Istituzione del riconoscimento 'Le Città e i Comuni vivibili' da assegnarsi tra i comuni lucani

(B.U. Regione Basilicata n.72 del 27 dicembre 1999)

Art. 1

1. Nell'ambito delle iniziative promosse per la celebrazione dell'anno regionale dell'ambiente è istituito il riconoscimento 'Le Città e i Comuni vivibili' da assegnarsi tra tutti i Comuni Lucani.

Art. 2

1. La selezione dei Comuni per l'attribuzione del riconoscimento avverrà sulla base dei seguenti criteri:

a) aver realizzato (o avere in corso di realizzazione avanzata) specifiche iniziative relative all'area ambientale individuata nell'allegato A alla presente legge;

b) essere attivamente impegnati a migliorare il livello di attuazione di interventi relativamente alle due aree tematiche: culturale e istituzionale specificate nell'allegato A, in maniera coordinata all'avvio o alla realizzazione di azioni di competenza locale volte al miglioramento delle esigenze di tutela e riqualificazione delle condizioni di vita urbana;

c) i Comuni che intenderanno partecipare all'assegnazione del riconoscimento saranno valutati e divisi a
seconda della popolazione in essi residente in due fasce:

c.1) Comuni con popolazione fino a 5.000 abitanti
c.2) Comuni con popolazione oltre i 5.000 abitanti

Art. 3 (1)

1. I Comuni che intenderanno concorrere all'assegnazione del riconoscimento dovranno far pervenire i progetti entro il 31 Maggio di ogni anno al seguente indirizzo:

2. Assessorato Regionale per la Sicurezza Sociale e Ambiente Segreteria del premio 'Le Città e i Comuni vivibili' Via Anzio - Palazzo A 85100 POTENZA
documentando gli elementi sopra citati e avendo cura di:

a) specificare la fonte del dato;

b) fare riferimento all'anno in corso o all'ultimo, ma fornendo anche dati di serie storica utili a dimostrare l'eventuale miglioramento in atto (ultimi cinque anni, max dieci anni);

c) fornire documenti ufficiali che certifichino l'informazione (dichiarazione del Sindaco o dell'Assessore, copia di Delibere o altro).

Art. 4

1. Le iniziative presentate verranno valutate e selezionate se sapranno dimostrare:

a) Il coinvolgimento diretto dei cittadini ed in particolar modo delle fasce sociali più deboli (bambini, anziani, portatori di handicap ecc.);

b) Il carattere innovativo dei progetti;

c) Il carattere dimostrativo, pilota dell'iniziativa tesa a sperimentare soluzioni avanzate;

d) Le potenzialità di disseminazione dell'iniziativa (sua attuabilità anche in altri contesti urbani);

e) La capacità di dialogo con la Città, il carattere di compartecipazione, il grado di coinvolgimento attivo dei diversi soggetti locali;

f) Gli eventuali effetti positivi sulla riqualificazione professionale e occupazionale (da documentare quantitativamente);

g) L'impegno finanziario e l'effettiva volontà politica dell'Amministrazione a proseguire con l'iniziativa.

Art. 5

1. Il riconoscimento 'Le Città e i Comuni vivibili' sarà assegnato dalla Regione Basilicata entro il 31 dicembre di ogni anno, sulla base delle conclusioni della Commissione giudicatrice.

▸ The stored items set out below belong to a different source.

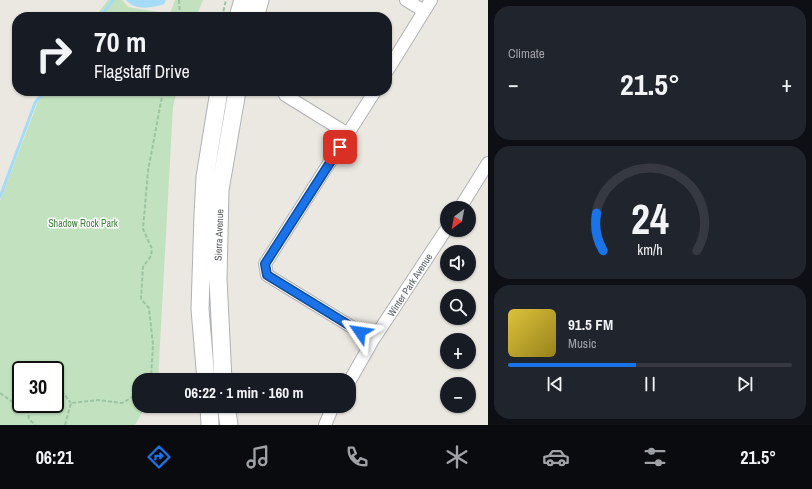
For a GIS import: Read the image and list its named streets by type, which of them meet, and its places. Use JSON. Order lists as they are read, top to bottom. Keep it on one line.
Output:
{"streets":{"main road":["Sierra Avenue"],"street":["Winter Park Avenue"]},"parks":["Shadow Rock Park"],"north":"bottom left","page":{"tile":"Climate","turn":["70 m","Flagstaff Drive"],"heat":["−","21.5°","+"],"map_buttons":["+","−"],"song":["91.5 FM","Music"],"limit":"30","trip":"06:22 · 1 min · 160 m","tabs":["06:21","21.5°"],"gauge":["24","km/h"]}}
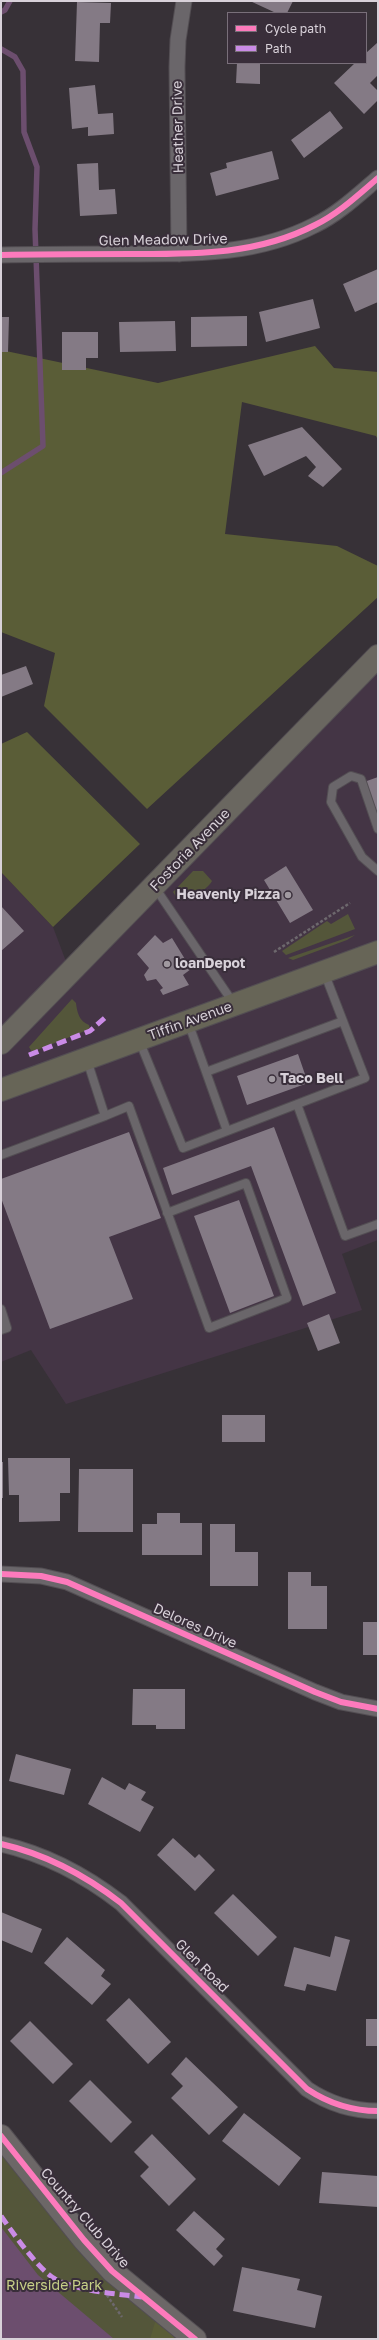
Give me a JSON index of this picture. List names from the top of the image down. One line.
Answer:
{"streets":{"highway":["Tiffin Avenue"],"main road":["Fostoria Avenue"],"street":["Heather Drive","Glen Meadow Drive","Delores Drive","Glen Road","Country Club Drive"]},"crossings":[["Heather Drive","Glen Meadow Drive"]],"parks":["Riverside Park"],"places":["Heavenly Pizza","loanDepot","Taco Bell"],"legend":["Cycle path","Path"]}
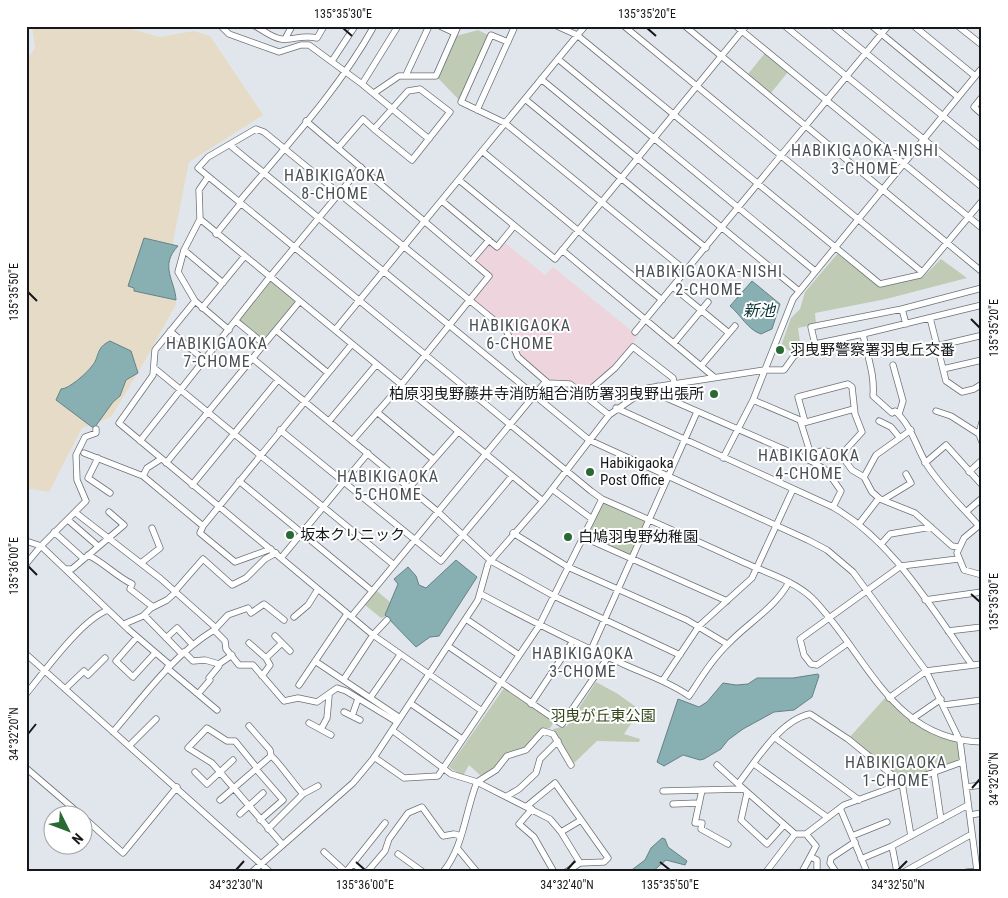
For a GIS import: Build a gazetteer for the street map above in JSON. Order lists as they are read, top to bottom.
{
  "districts": [
    "HABIKIGAOKA-NISHI 3-CHOME",
    "HABIKIGAOKA 8-CHOME",
    "HABIKIGAOKA-NISHI 2-CHOME",
    "HABIKIGAOKA 6-CHOME",
    "HABIKIGAOKA 7-CHOME",
    "HABIKIGAOKA 4-CHOME",
    "HABIKIGAOKA 5-CHOME",
    "HABIKIGAOKA 3-CHOME",
    "HABIKIGAOKA 1-CHOME"
  ],
  "water": ["新池"],
  "parks": ["羽曳が丘東公園"],
  "places": [
    "羽曳野警察署羽曳丘交番",
    "柏原羽曳野藤井寺消防組合消防署羽曳野出張所",
    "Habikigaoka Post Office",
    "坂本クリニック",
    "白鳩羽曳野幼稚園"
  ],
  "north": "bottom right",
  "coordinates": [
    "135°35'30\"E",
    "135°35'20\"E",
    "135°35'50\"E",
    "135°36'00\"E",
    "34°32'20\"N",
    "34°32'50\"N",
    "34°32'30\"N",
    "34°32'40\"N"
  ]
}
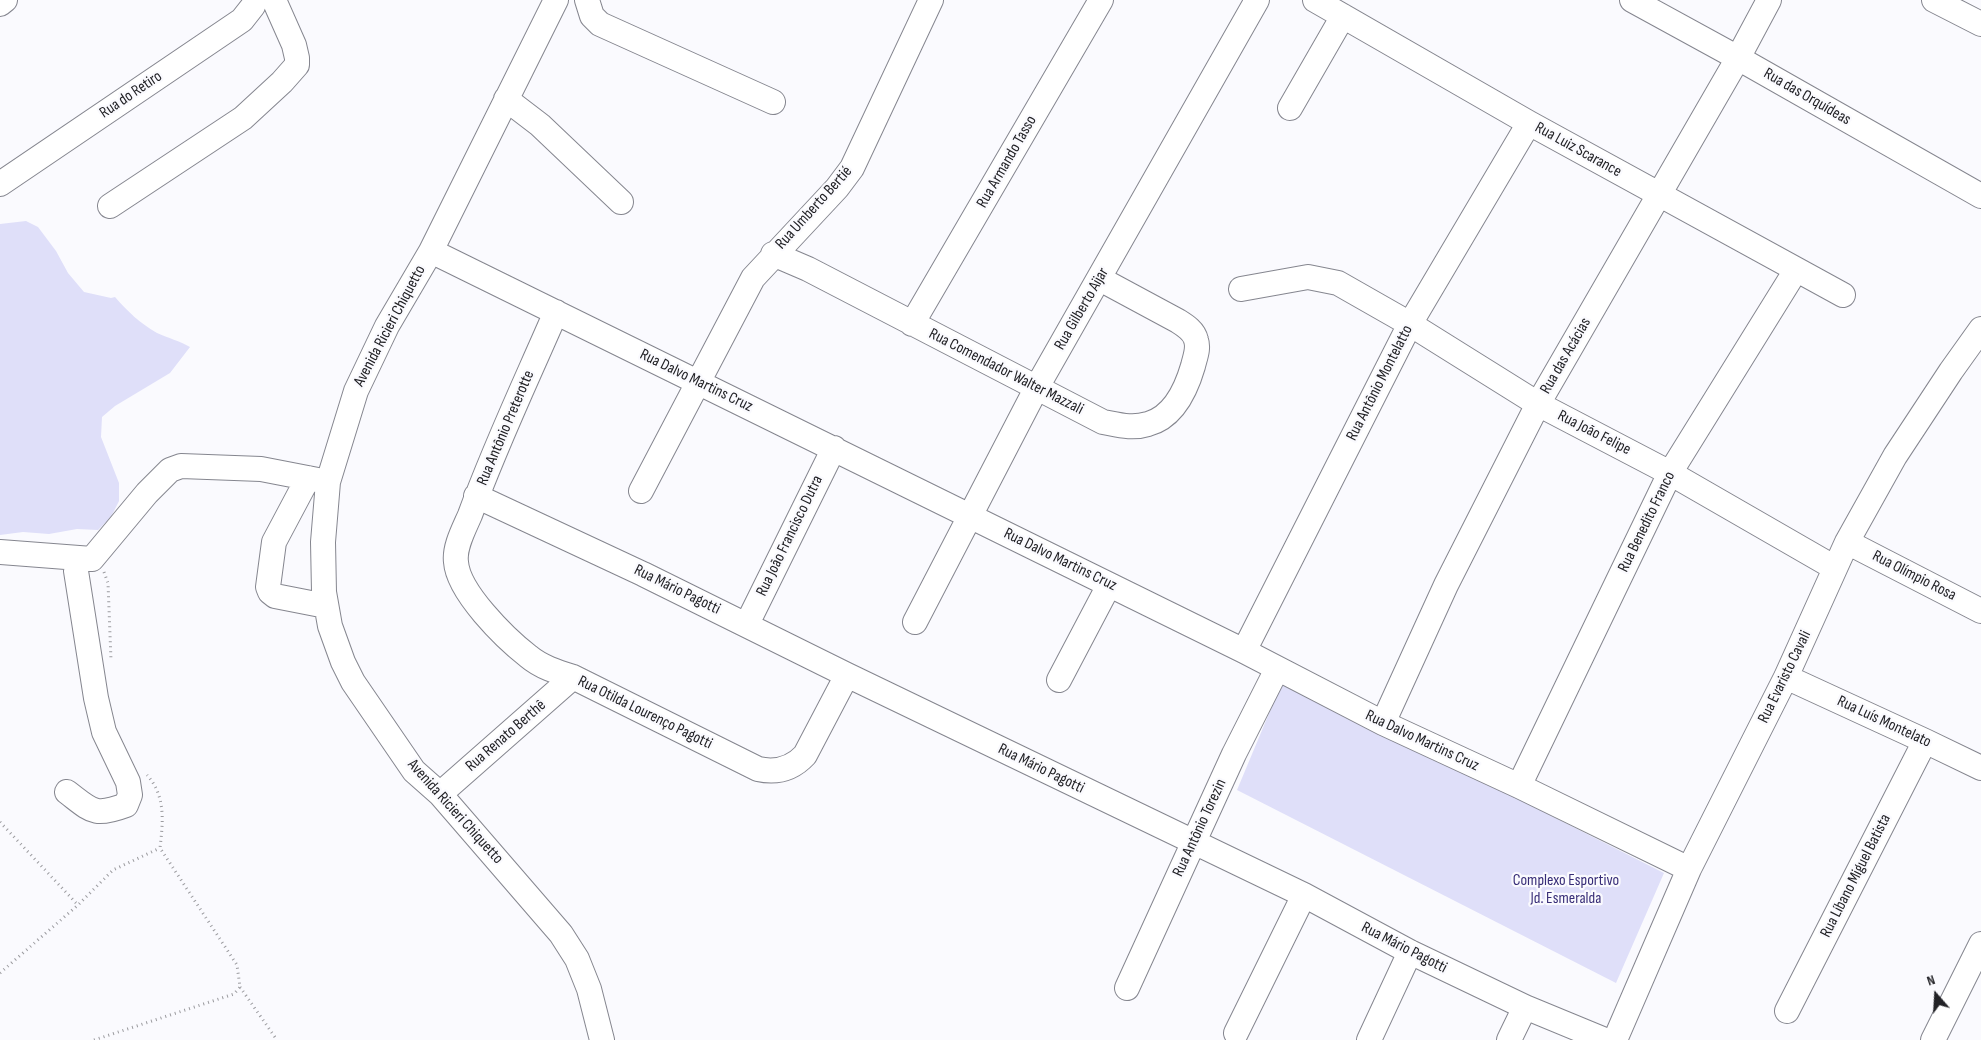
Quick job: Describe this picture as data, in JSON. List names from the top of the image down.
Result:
{
  "streets": {
    "street": [
      "Rua do Retiro",
      "Rua das Orquídeas",
      "Rua Luiz Scarance",
      "Rua Armando Tasso",
      "Rua Umberto Bertié",
      "Rua Gilberto Aijar",
      "Avenida Ricieri Chiquetto",
      "Rua das Acácias",
      "Rua Comendador Walter Mazzali",
      "Rua Dalvo Martins Cruz",
      "Rua Antônio Montelatto",
      "Rua Antônio Preterotte",
      "Rua João Felipe",
      "Rua Benedito Franco",
      "Rua João Francisco Dutra",
      "Rua Olímpio Rosa",
      "Rua Mário Pagotti",
      "Rua Evaristo Cavali",
      "Rua Otilda Lourenço Pagotti",
      "Rua Luís Montelato",
      "Rua Renato Berthê",
      "Rua Antônio Torezin",
      "Rua Líbano Miguel Batista"
    ]
  },
  "crossings": [
    ["Rua das Orquídeas", "Rua das Acácias"],
    ["Rua Luiz Scarance", "Rua das Acácias"],
    ["Rua Luiz Scarance", "Rua Antônio Montelatto"],
    ["Rua Luiz Scarance", "Rua Benedito Franco"],
    ["Rua Armando Tasso", "Rua Comendador Walter Mazzali"],
    ["Rua Umberto Bertié", "Rua Comendador Walter Mazzali"],
    ["Rua Umberto Bertié", "Rua Dalvo Martins Cruz"],
    ["Rua Gilberto Aijar", "Rua Comendador Walter Mazzali"],
    ["Rua Gilberto Aijar", "Rua Dalvo Martins Cruz"],
    ["Avenida Ricieri Chiquetto", "Rua Dalvo Martins Cruz"],
    ["Avenida Ricieri Chiquetto", "Rua Renato Berthê"],
    ["Rua das Acácias", "Rua Dalvo Martins Cruz"],
    ["Rua das Acácias", "Rua João Felipe"],
    ["Rua Dalvo Martins Cruz", "Rua Antônio Montelatto"],
    ["Rua Dalvo Martins Cruz", "Rua Antônio Preterotte"],
    ["Rua Dalvo Martins Cruz", "Rua Benedito Franco"],
    ["Rua Dalvo Martins Cruz", "Rua João Francisco Dutra"],
    ["Rua Dalvo Martins Cruz", "Rua Evaristo Cavali"],
    ["Rua Dalvo Martins Cruz", "Rua Antônio Torezin"],
    ["Rua Antônio Montelatto", "Rua João Felipe"],
    ["Rua Antônio Preterotte", "Rua Mário Pagotti"],
    ["Rua Antônio Preterotte", "Rua Otilda Lourenço Pagotti"],
    ["Rua João Felipe", "Rua Benedito Franco"],
    ["Rua João Felipe", "Rua Evaristo Cavali"],
    ["Rua João Francisco Dutra", "Rua Mário Pagotti"],
    ["Rua Olímpio Rosa", "Rua Evaristo Cavali"],
    ["Rua Mário Pagotti", "Rua Otilda Lourenço Pagotti"],
    ["Rua Mário Pagotti", "Rua Antônio Torezin"],
    ["Rua Evaristo Cavali", "Rua Luís Montelato"],
    ["Rua Otilda Lourenço Pagotti", "Rua Renato Berthê"],
    ["Rua Luís Montelato", "Rua Líbano Miguel Batista"]
  ],
  "parks": ["Complexo Esportivo Jd. Esmeralda"],
  "north": "top"
}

2. Saranno selezionati e valutati i progetti presentati dai Comuni che avranno raggiunto una soglia minima di punti diciotto.

3. Il Comune aggiudicatario, potrà utilizzare il riconoscimento per tutte le funzioni e attività istituzionali di propria competenza.

4. Un premio complessivo sarà assegnato ai Comuni che avranno ottenuto il maggior punteggio nelle rispettive fasce di popolazione ed i cui progetti saranno maggiormente rispondenti alle linee guida della presente Legge.

5. Il premio complessivo sarà così ripartito:

a) 50% al Comune primo classificato nella fascia con popolazione residente superiore a 5.000 abitanti;

b) 50% al Comune primo classificato nella fascia con popolazione residente inferiore a 5.000 abitanti.

6. Il premio assegnato dovrà essere utilizzato dal Comune per iniziative a sostegno della sostenibilità urbana e ambientale.

Art. 6

1. La Regione Basilicata per l'anno 2000 bandisce un concorso per la ideazione del 'logo' relativo al riconoscimento 'Le Città e i Comuni vivibili'.

2. All'ideazione del logo potranno concorrere gli Istituti Scolastici di Basilicata di ogni ordine e grado, secondo le modalità e i termini previsti nell'allegato B alla presente Legge.

3. I lavori saranno valutati a giudizio insindacabile della Commissione giudicatrice di cui all'Art. 7, che selezionerà l'idea che meglio realizzerà le finalità propugnate dal riconoscimento.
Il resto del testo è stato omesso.